### WORK ITEM:
Could you return only the lines that run from the line with "For a GIS import: Transcribe" through the final line of the data, exactly as they stand?

### Stored data entries:
....

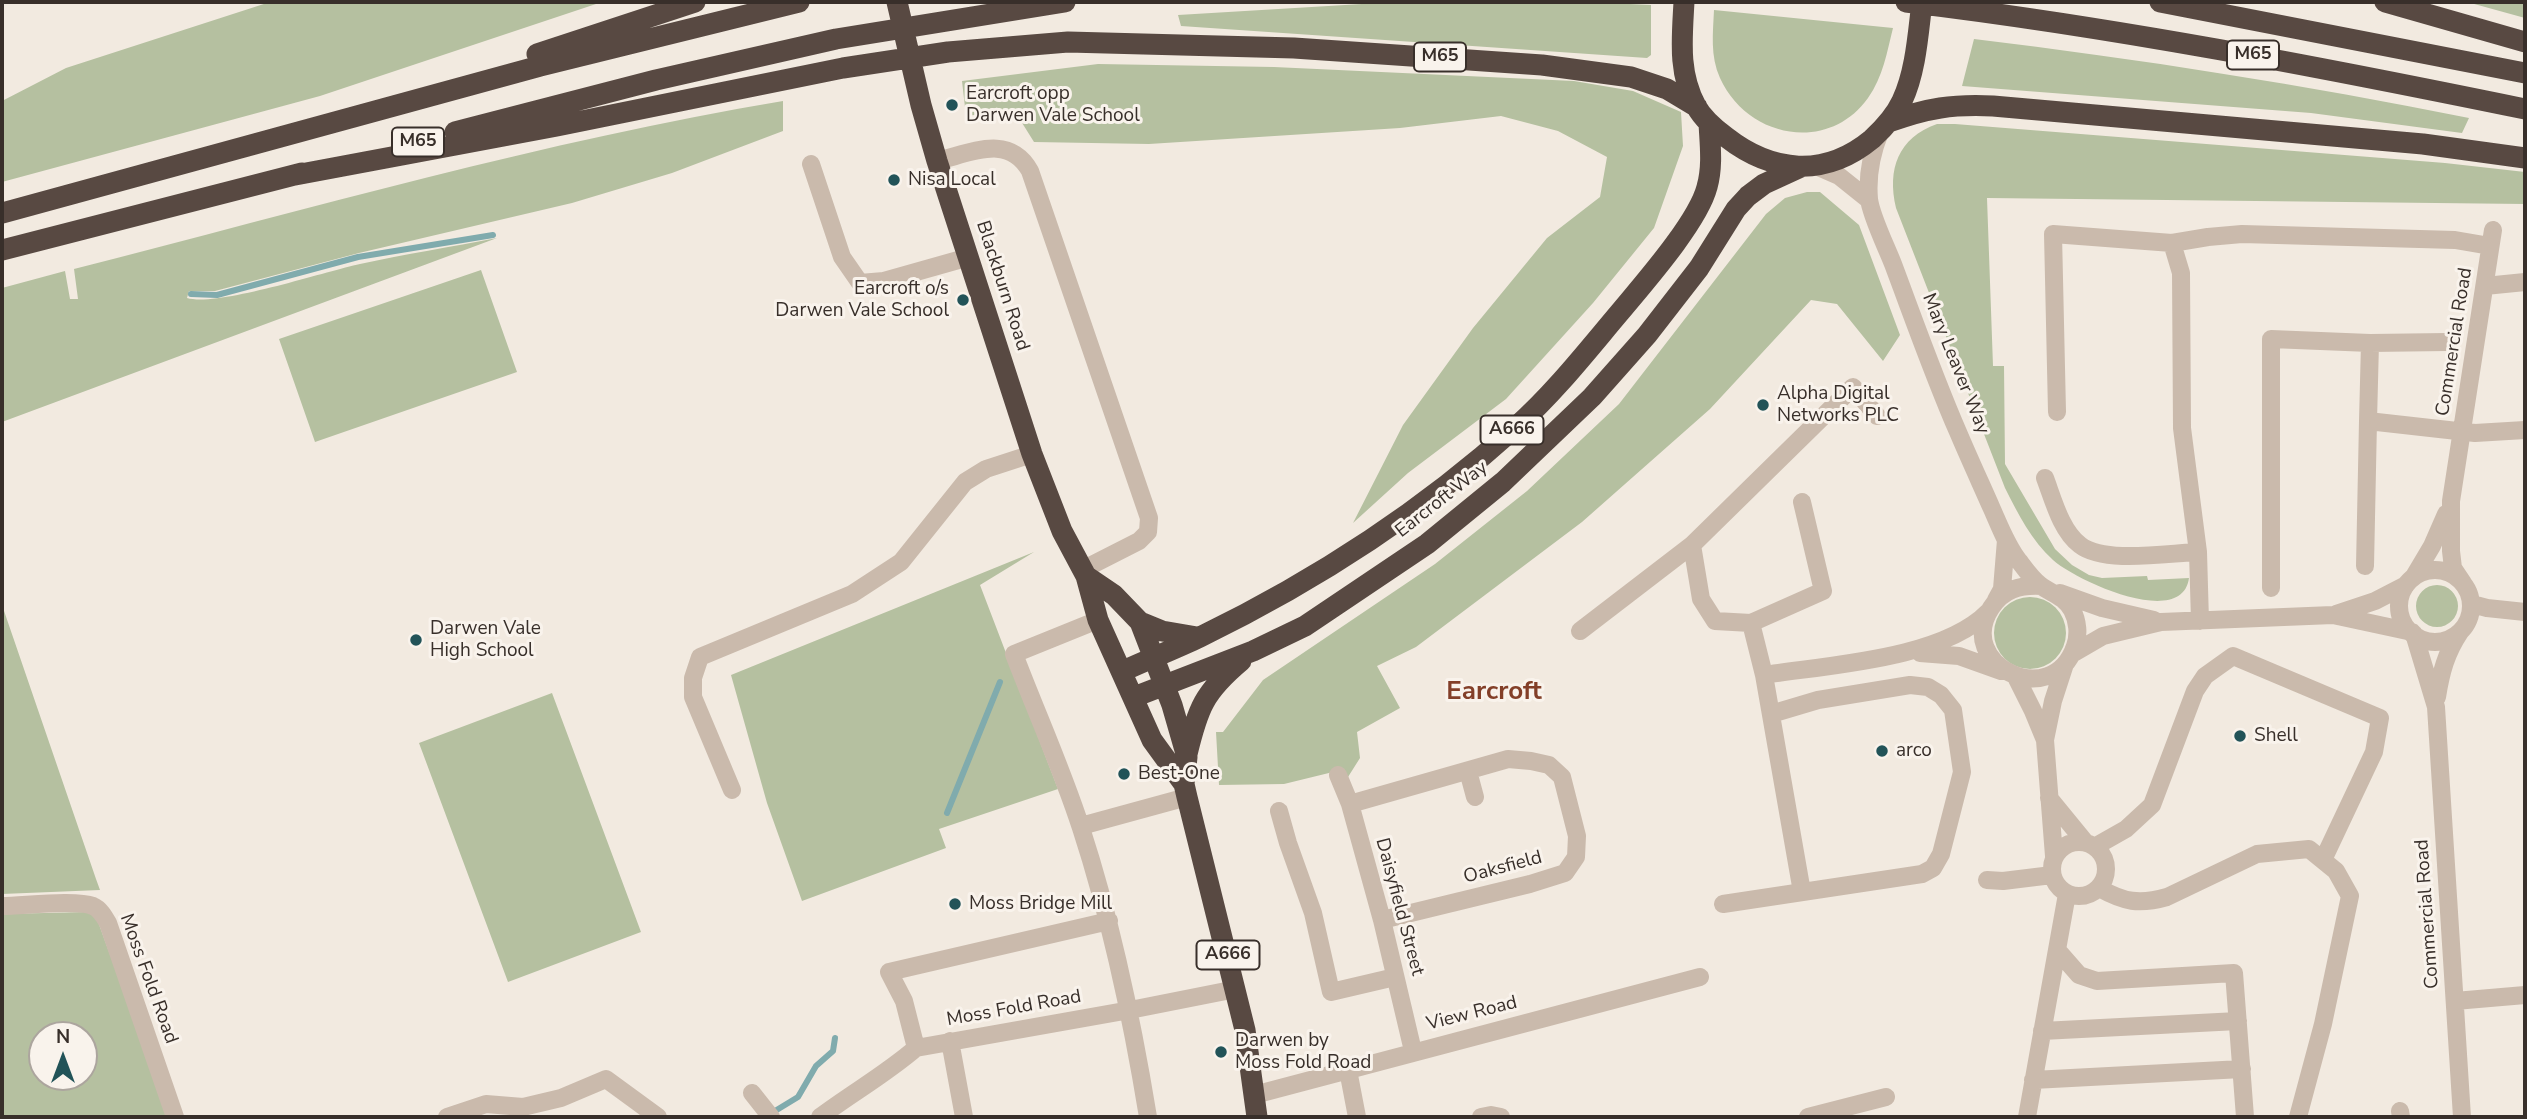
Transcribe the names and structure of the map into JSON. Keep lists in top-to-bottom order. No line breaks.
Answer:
{"streets":{"highway":["M65","Blackburn Road","A666","Earcroft Way"],"street":["Commercial Road","Mary Leaver Way","Oaksfield","Daisyfield Street","Moss Fold Road","View Road"]},"crossings":[["M65","A666"],["M65","Earcroft Way"],["Blackburn Road","Earcroft Way"],["Blackburn Road","Moss Fold Road"],["Blackburn Road","View Road"],["Mary Leaver Way","A666"],["A666","Earcroft Way"],["Oaksfield","Daisyfield Street"],["Daisyfield Street","View Road"]],"districts":["Earcroft"],"places":["Earcroft opp Darwen Vale School","Nisa Local","Earcroft o/s Darwen Vale School","Alpha Digital Networks PLC","Darwen Vale High School","Shell","arco","Best-One","Moss Bridge Mill","Darwen by Moss Fold Road"],"north":"top"}
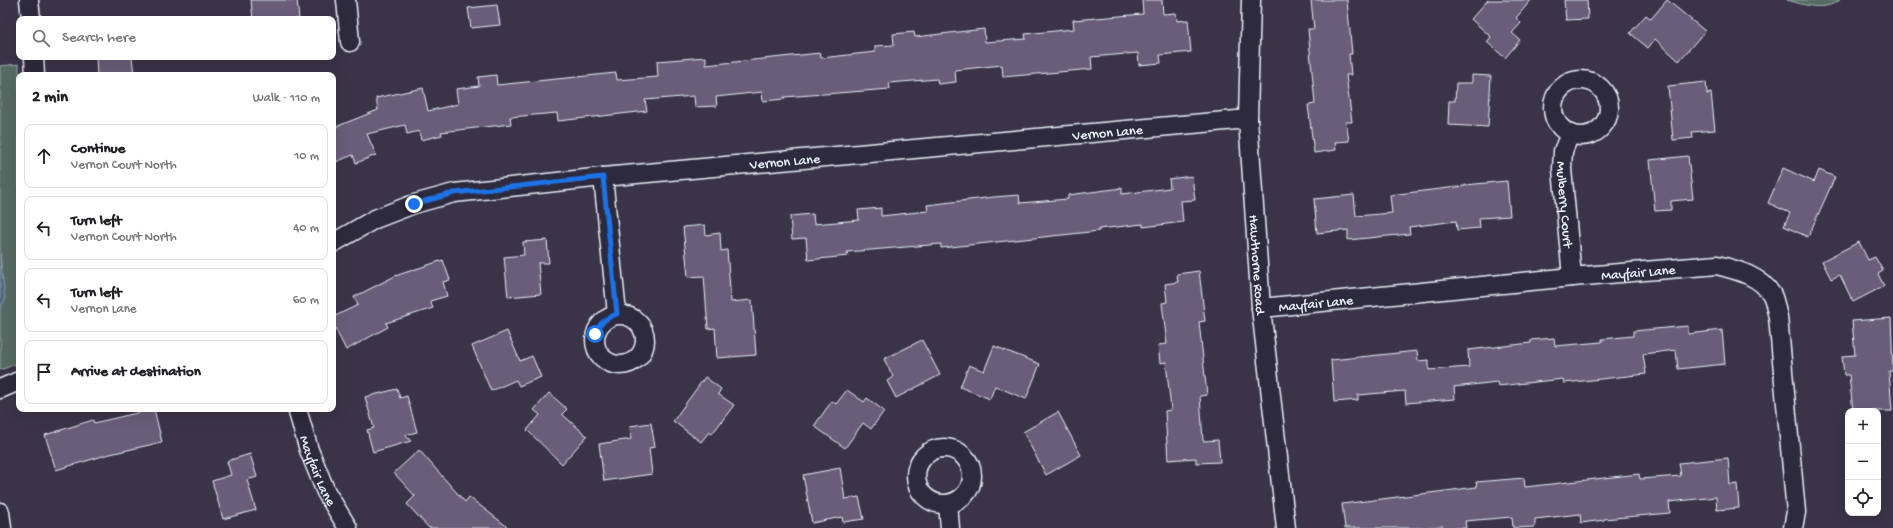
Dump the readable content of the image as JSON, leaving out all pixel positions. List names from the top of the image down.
{
  "streets": {
    "street": [
      "Vernon Lane",
      "Mulberry Court",
      "Hawthorne Road",
      "Mayfair Lane"
    ]
  },
  "crossings": [
    ["Vernon Lane", "Hawthorne Road"],
    ["Mulberry Court", "Mayfair Lane"],
    ["Hawthorne Road", "Mayfair Lane"]
  ],
  "page": {
    "search": "Search here",
    "heading": ["2 min", "Walk · 110 m"],
    "list": [
      ["Continue", "Vernon Court North", "10 m"],
      ["Turn left", "Vernon Court North", "40 m"],
      ["Turn left", "Vernon Lane", "60 m"],
      "Arrive at destination"
    ],
    "map_buttons": ["+", "−"]
  }
}
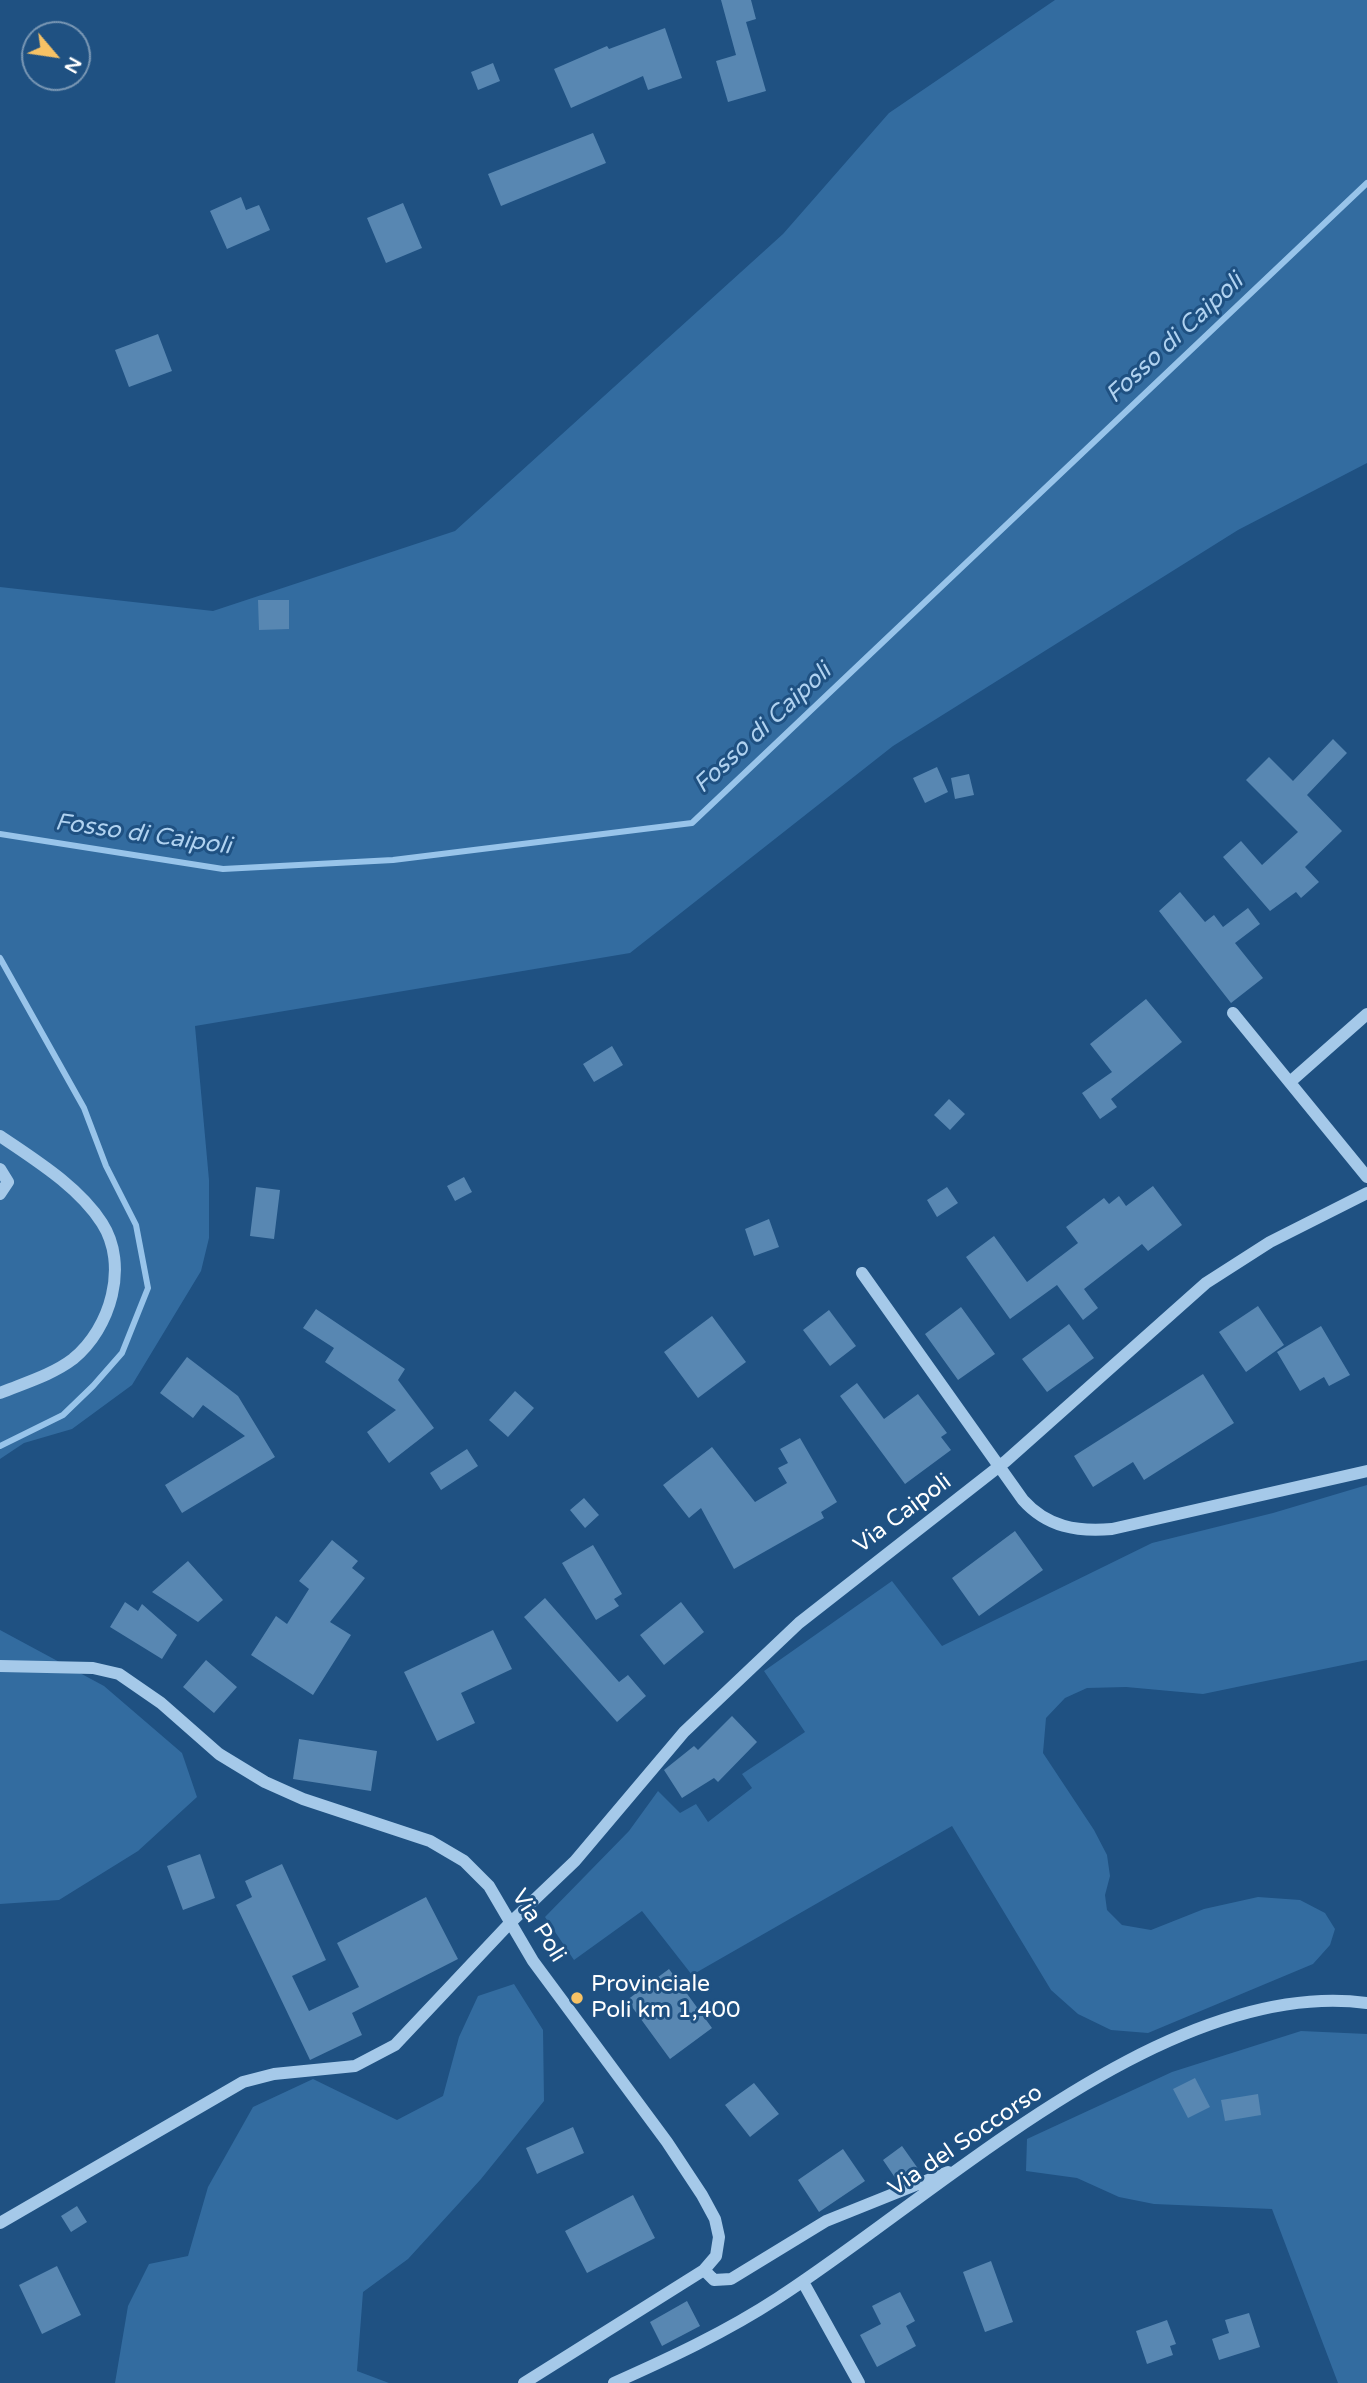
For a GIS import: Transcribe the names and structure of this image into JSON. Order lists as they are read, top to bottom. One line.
{"streets":{"street":["Via Caipoli","Via Poli","Via del Soccorso"]},"crossings":[["Via Caipoli","Via Poli"]],"water":["Fosso di Caipoli"],"places":["Provinciale Poli km 1,400"],"north":"bottom right"}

....

### YOUR RESPONSE:
For a GIS import: Transcribe the names and structure of this image into JSON. Order lists as they are read, top to bottom. One line.
{"streets":{"street":["Via Caipoli","Via Poli","Via del Soccorso"]},"crossings":[["Via Caipoli","Via Poli"]],"water":["Fosso di Caipoli"],"places":["Provinciale Poli km 1,400"],"north":"bottom right"}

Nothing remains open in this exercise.